There are some restrictions on using different access modes.

**Table 1** Restrictions on different access methods
Item	Cloud Mode - CNAME Access	Cloud Mode - Load Balancer Access	Dedicated Mode
Domain name restrictions	A domain name can only be added to WAF once in cloud mode. Each combination of a domain name and a non-standard port is counted towards the domain name quota of the WAF edition you are using. For example, www.example.com:8080 and www.example.com:8081 use two domain names of the quota. If you want to protect web services over multiple ports with the same domain name, add the domain name and each port to WAF. Only the domain names that have been registered with Internet Content Provider (ICP) licenses can be added to WAF.	N/A	The wildcard domain name * can be added to WAF. When the domain name is set to *, only non-standard ports except 80 and 443 can be protected. A protected object can only be added to WAF once. Each combination of a domain name and a non-standard port is counted towards the domain name quota of the WAF edition you are using. For example, www.example.com:8080 and www.example.com:8081 use two domain names of the quota. If you want to protect web services over multiple ports with the same domain name, add the domain name and each port to WAF.
ELB load balancer restrictions	--	Only dedicated ELB load balancers with Specifications set to Application load balancing (HTTP/HTTPS) can be used. Dedicated load balancers with Specifications set to Network load balancing (TCP/UDP) are not supported.	Only dedicated ELB load balancers can be used for dedicated WAF instances. For details, see Load Balancer Types. NOTE: Dedicated WAF instances issued before April 2023 cannot be used with dedicated network load balancers. If you use a dedicated network load balancer (TCP/UDP), ensure that your dedicated WAF instance has been upgraded to the latest version (issued after April 2023). For details, see Dedicated Engine Version Iteration.

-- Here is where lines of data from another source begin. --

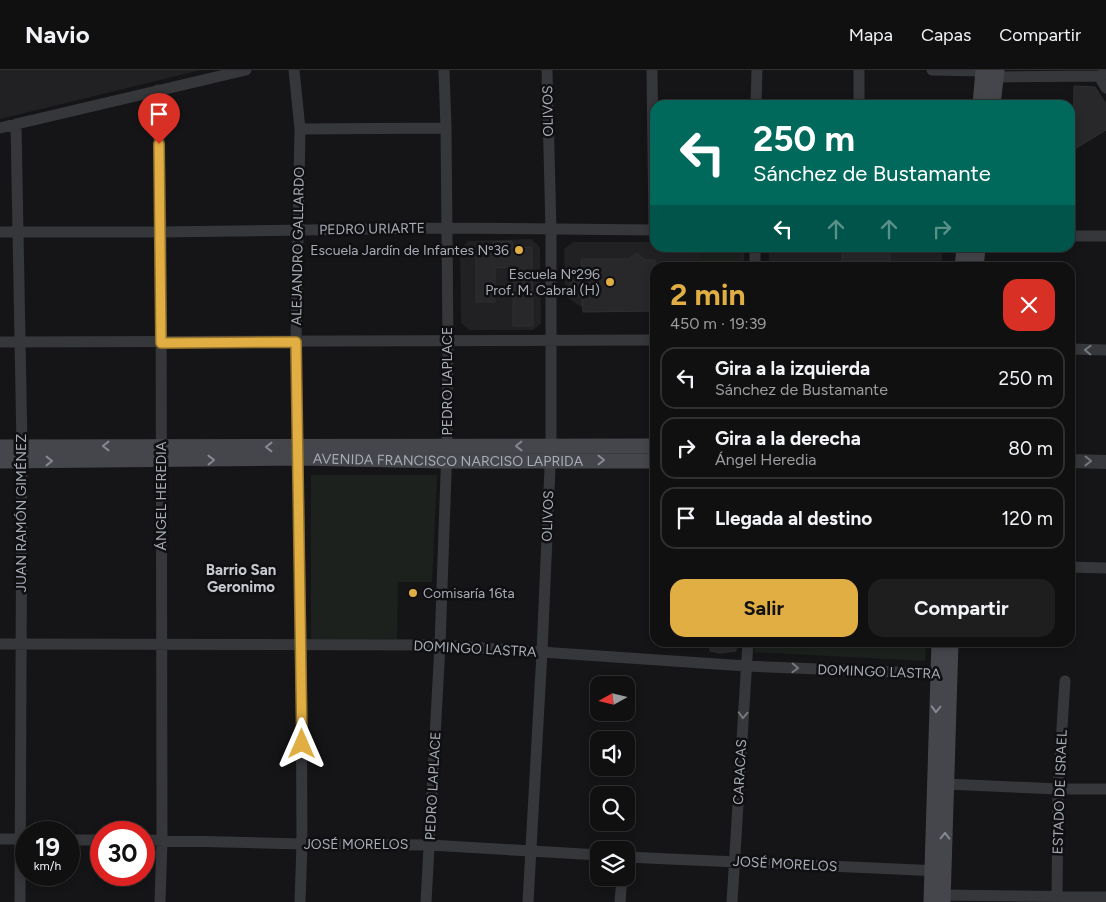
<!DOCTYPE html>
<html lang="es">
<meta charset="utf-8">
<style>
:root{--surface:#101011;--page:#1e1e1f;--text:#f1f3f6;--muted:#9c9d9f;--line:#303031;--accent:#e1ae43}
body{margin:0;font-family:Figtree,sans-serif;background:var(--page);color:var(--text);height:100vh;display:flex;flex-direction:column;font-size:19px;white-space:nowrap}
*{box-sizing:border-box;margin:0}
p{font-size:16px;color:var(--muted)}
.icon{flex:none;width:28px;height:28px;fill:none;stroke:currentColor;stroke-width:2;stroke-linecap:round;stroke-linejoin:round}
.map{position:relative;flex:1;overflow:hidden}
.drawer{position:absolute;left:650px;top:192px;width:425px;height:385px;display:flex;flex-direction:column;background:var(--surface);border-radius:15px;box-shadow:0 2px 8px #0003,0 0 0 1px var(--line)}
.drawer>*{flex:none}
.top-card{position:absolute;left:650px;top:30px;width:425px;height:152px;border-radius:15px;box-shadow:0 2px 8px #0003,0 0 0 1px var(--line);background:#00695c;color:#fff;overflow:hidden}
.needle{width:32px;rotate:262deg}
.fabs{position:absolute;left:590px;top:606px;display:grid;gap:10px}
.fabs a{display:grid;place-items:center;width:45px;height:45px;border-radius:10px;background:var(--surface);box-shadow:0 2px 8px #0003,0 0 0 1px var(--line);font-size:25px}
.speed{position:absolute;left:15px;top:751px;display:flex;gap:10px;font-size:25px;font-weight:700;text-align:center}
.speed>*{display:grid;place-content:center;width:65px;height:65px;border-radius:50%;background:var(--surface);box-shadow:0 2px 8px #0003,0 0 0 1px var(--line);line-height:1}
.speed small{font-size:12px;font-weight:400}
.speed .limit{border:8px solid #d22;background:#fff;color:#111}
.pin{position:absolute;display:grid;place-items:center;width:42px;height:42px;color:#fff;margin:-51px -21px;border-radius:50% 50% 50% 0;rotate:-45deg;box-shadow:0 0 5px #0007}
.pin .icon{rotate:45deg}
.me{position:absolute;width:55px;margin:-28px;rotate:0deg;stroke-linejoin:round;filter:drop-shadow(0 0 4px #0008)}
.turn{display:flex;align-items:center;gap:18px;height:105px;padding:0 20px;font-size:22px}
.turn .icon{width:65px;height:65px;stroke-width:2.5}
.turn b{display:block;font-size:35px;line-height:42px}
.lanes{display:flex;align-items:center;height:48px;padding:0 20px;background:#0003;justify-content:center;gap:25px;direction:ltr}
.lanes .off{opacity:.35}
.round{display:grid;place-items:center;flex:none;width:52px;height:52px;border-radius:15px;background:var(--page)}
.summary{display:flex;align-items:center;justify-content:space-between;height:85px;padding:0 20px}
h1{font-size:30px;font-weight:700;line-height:38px;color:var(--accent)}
.button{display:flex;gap:10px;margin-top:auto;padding:10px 20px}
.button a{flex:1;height:58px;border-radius:15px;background:var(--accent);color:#111;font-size:20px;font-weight:700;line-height:58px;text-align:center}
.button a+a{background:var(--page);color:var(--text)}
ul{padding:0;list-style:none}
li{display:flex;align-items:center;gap:15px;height:62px;margin:0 10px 8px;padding:0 10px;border:2px solid var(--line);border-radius:15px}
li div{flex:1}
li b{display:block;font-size:19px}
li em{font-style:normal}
header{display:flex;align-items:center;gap:30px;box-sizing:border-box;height:70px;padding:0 25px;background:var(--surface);border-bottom:1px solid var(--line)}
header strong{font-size:24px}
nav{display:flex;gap:28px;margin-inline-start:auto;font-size:18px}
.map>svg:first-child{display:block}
.built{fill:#212124}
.green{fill:#1c211d}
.building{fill:#28282b;stroke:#2f2f32}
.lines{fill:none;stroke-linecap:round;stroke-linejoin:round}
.minor{stroke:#36373b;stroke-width:11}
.tertiary{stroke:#36373b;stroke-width:14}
.secondary{stroke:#45464b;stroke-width:15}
.oneway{stroke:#75777f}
.oneway2{stroke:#858891}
.route-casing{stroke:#92712c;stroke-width:12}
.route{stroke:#e1ae43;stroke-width:9}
.poi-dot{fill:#e1ae43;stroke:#101012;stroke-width:2}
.labels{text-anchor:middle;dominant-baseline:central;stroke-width:5;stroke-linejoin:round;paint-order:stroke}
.street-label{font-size:14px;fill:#a8acb6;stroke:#101012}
.poi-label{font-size:14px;fill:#a8acb6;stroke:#101012;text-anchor:end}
.neighbourhood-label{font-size:15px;font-weight:bold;fill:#c9cbd2;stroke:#101012}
</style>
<header>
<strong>Navio</strong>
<nav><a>Mapa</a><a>Capas</a><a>Compartir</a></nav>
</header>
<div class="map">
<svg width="1106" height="832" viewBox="0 0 1106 832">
<rect width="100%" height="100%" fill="#151517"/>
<path class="built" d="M0,0h201l-201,49z
M531,169l9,8 1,77 -8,6h-64l-8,-7 -1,-73 8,-9z
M573,172h82v6h87l2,4v15l-89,1v43l-72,1v-4l-18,-12 -1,-47z
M774,178h161l7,6v13l-173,1v-16z"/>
<path class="green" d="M699,178h39l1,17 -40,1z
M311,405h126l-5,107h-34l-1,57h-86z
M755,573h171l-1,18 -171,-9z"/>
<path class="building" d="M1074,16l21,1 11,17v26l-33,20z
M512,171l1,7 19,-1 1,79h-20v-59l-18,1v34h-19v-53h18l-1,-7z
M842,178h19v1l29,-1v20h-48z
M637,183l8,7h10v51l-72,1 -1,-13 -15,-12 15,-14 -1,-14h47z
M710,572h27l-1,9 -16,2 -10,-2z"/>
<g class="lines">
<path class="minor" d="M294,0l6,59 -4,213 5,302 1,200 -2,58
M652,0l2,160
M859,0v35
M932,0l51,1 13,6 103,-1 7,-3
M1099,6l7,12
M158,20l3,142 1,608 -2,62
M756,35l1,-35
M16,54l6,323 -2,455
M0,58l246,-58
M300,59l146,-1
M0,162h161l285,-4 209,2
M1070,166h36
M755,198v-20
M0,272l655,-2
M1070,279l36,1
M1070,497l36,1
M0,574l440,1 306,21 199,8
M946,714l112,5h48
M0,769h26
M69,770h32
M144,770l158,4 128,1 169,10
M626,787l314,14
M943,825l163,2
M426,832l14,-257 7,-199 1,-104 -2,-214 -2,-58
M528,832l14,-250 9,-207v-215l-4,-160
M620,832l2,-24
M732,832l16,-260
M1057,832l1,-113 7,-108"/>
<path class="tertiary" d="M1070,391l36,1"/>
<g class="secondary">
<path d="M980,35l3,-35"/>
<path d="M993,35l4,-35"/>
<path d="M962,198l2,-20"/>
<path d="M976,198l2,-20"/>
<path d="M0,377l655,-1"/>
<path id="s1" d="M0,391l298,-3 148,3h209"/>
<path d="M931,832l8,-260"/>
<path d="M943,832l8,-260"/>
</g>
</g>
<defs><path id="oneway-chevron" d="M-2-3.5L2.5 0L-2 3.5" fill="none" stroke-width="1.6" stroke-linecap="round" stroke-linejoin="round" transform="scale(1.25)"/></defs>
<g class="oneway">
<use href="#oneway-chevron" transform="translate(1088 280) rotate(-178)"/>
<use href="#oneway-chevron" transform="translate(1088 391) rotate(1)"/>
<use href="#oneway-chevron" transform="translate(795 598) rotate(2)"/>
<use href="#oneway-chevron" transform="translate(743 645) rotate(93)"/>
</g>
<g class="oneway2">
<use href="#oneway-chevron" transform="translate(106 376) rotate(180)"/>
<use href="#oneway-chevron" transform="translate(519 376) rotate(179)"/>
<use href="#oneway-chevron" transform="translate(269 377) rotate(-180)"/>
<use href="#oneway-chevron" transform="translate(211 390) rotate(-1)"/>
<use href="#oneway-chevron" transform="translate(601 390)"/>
<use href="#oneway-chevron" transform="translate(49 391)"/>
<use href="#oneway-chevron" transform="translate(936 639) rotate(92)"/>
<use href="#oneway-chevron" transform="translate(945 766) rotate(-89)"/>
</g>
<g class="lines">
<g class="route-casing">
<path id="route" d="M159,74l2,199 135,-1 6,402"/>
</g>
<use href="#route" class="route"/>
</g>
<g class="poi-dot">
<circle cx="519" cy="180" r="5"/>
<circle cx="610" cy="212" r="5"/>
<circle cx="413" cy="523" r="5"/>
</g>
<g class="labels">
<g class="street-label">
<text transform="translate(548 41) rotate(-91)">OLIVOS</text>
<text transform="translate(372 159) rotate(-1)">PEDRO URIARTE</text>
<text transform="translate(298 176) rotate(-89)">ALEJANDRO GALLARDO</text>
<text transform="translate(447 311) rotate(-90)">PEDRO LAPLACE</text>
<text stroke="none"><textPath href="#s1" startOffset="448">AVENIDA FRANCISCO NARCISO LAPRIDA</textPath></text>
<text transform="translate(161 426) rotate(-90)">ÁNGEL HEREDIA</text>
<text transform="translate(21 443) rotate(-90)">JUAN RAMÓN GIMÉNEZ</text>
<text transform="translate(548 446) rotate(-88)">OLIVOS</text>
<text transform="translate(475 579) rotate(3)">DOMINGO LASTRA</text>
<text transform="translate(879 602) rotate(2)">DOMINGO LASTRA</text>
<text transform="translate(740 702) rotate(-87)">CARACAS</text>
<text transform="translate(433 716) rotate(-87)">PEDRO LAPLACE</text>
<text transform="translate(1060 722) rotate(-88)">ESTADO DE ISRAEL</text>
<text x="356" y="774">JOSÉ MORELOS</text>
<text transform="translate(785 794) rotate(3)">JOSÉ MORELOS</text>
</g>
<g class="poi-label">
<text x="509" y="180">Escuela Jardín de Infantes Nº36</text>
<text x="600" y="204">Escuela Nº296<tspan x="600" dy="16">Prof. M. Cabral (H)</tspan></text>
<text x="423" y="523" text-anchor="start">Comisaría 16ta</text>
</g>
<g class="neighbourhood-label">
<text x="241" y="500">Barrio San<tspan x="241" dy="17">Geronimo</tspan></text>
</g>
</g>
</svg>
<div class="fabs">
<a><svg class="needle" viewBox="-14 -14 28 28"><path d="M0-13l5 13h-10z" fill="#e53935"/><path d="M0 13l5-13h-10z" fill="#9c9d9f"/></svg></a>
<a><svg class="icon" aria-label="sound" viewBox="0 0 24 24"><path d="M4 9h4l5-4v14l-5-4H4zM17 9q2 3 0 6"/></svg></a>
<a><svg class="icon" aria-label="search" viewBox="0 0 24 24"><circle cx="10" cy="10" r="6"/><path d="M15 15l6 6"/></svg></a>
<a><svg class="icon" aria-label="layers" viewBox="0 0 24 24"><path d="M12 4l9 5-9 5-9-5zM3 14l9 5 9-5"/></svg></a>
</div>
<div class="speed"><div>19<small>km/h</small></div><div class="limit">30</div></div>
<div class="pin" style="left:159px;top:74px;background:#d93025"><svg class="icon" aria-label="arrive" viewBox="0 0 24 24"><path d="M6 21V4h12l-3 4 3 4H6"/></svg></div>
<svg class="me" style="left:302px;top:674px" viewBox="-20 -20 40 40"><path d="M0-17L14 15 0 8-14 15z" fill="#e1ae43" stroke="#fff" stroke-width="4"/></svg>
<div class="top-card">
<div class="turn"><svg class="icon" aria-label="left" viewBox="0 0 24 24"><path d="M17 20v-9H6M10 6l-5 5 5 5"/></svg><div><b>250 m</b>Sánchez de Bustamante</div></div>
<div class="lanes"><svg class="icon" aria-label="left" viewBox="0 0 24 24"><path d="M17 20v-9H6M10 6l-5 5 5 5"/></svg><svg class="icon off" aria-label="ahead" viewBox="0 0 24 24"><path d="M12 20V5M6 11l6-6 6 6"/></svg><svg class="icon off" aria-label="ahead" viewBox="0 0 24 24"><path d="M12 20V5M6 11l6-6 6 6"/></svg><svg class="icon off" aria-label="right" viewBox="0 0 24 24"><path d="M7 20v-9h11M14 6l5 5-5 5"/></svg></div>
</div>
<section class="drawer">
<div class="summary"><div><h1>2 min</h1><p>450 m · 19:39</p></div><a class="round" style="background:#d93025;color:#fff"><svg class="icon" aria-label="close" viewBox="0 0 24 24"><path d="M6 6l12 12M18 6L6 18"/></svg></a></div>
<ul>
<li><svg class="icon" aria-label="left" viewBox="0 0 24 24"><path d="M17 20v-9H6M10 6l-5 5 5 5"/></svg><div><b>Gira a la izquierda</b><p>Sánchez de Bustamante</p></div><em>250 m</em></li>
<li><svg class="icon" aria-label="right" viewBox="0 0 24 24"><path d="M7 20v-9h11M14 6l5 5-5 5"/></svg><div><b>Gira a la derecha</b><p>Ángel Heredia</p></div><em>80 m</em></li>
<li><svg class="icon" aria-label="arrive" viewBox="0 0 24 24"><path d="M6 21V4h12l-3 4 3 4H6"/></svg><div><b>Llegada al destino</b></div><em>120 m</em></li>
</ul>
<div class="button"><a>Salir</a><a>Compartir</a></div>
</section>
</div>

Service edition restrictions	Only the professional and enterprise editions support IPv6 protection, HTTP2, and load balancing algorithms. If you are using WAF standard edition, only System-generated policy can be selected for Policy. Only the professional and enterprise editions allow you to specify a custom policy for Policy.	Load balancer access is available only in the standard, professional, or enterprise edition.	--
Certificate restrictions	Only .pem certificates can be used in WAF. Currently, certificates purchased in Huawei Cloud SCM can be pushed only to the default enterprise project. For other enterprise projects, SSL certificates pushed by SCM cannot be used. Only accounts with the SCM Administrator and SCM FullAccess permissions can select SCM certificates.	--	Only .pem certificates can be used in WAF. Currently, certificates purchased in Huawei Cloud SCM can be pushed only to the default enterprise project. For other enterprise projects, SSL certificates pushed by SCM cannot be used. Only accounts with the SCM Administrator and SCM FullAccess permissions can select SCM certificates.
Protocol restrictions	WAF supports the WebSocket protocol, which is enabled by default. Only WebSocket requests can be forwarded. It is not supported during traffic detection. HTTP/2 can be used only for access between the client and WAF on the condition that at least one origin server has HTTPS used for Client Protocol. To make Server Configuration works, there must be at least one server configuration record with Client Protocol set to HTTPS. HTTP/2 can work only when the client supports TLS 1.2 or earlier versions.	--	WAF supports the WebSocket protocol, which is enabled by default. Only WebSocket requests can be forwarded. It is not supported during traffic detection.
Protection policy restrictions	A protected website domain name can use only one policy.	A protected website domain name can use only one policy.	A protected website domain name can use only one policy.
Specification restrictions	After your website is connected to WAF, you can upload a file no larger than 1 GB each time.	After your website is connected to WAF, you can upload a file no larger than 1 GB each time.	After your website is connected to WAF, you can upload a file no larger than 1 GB each time.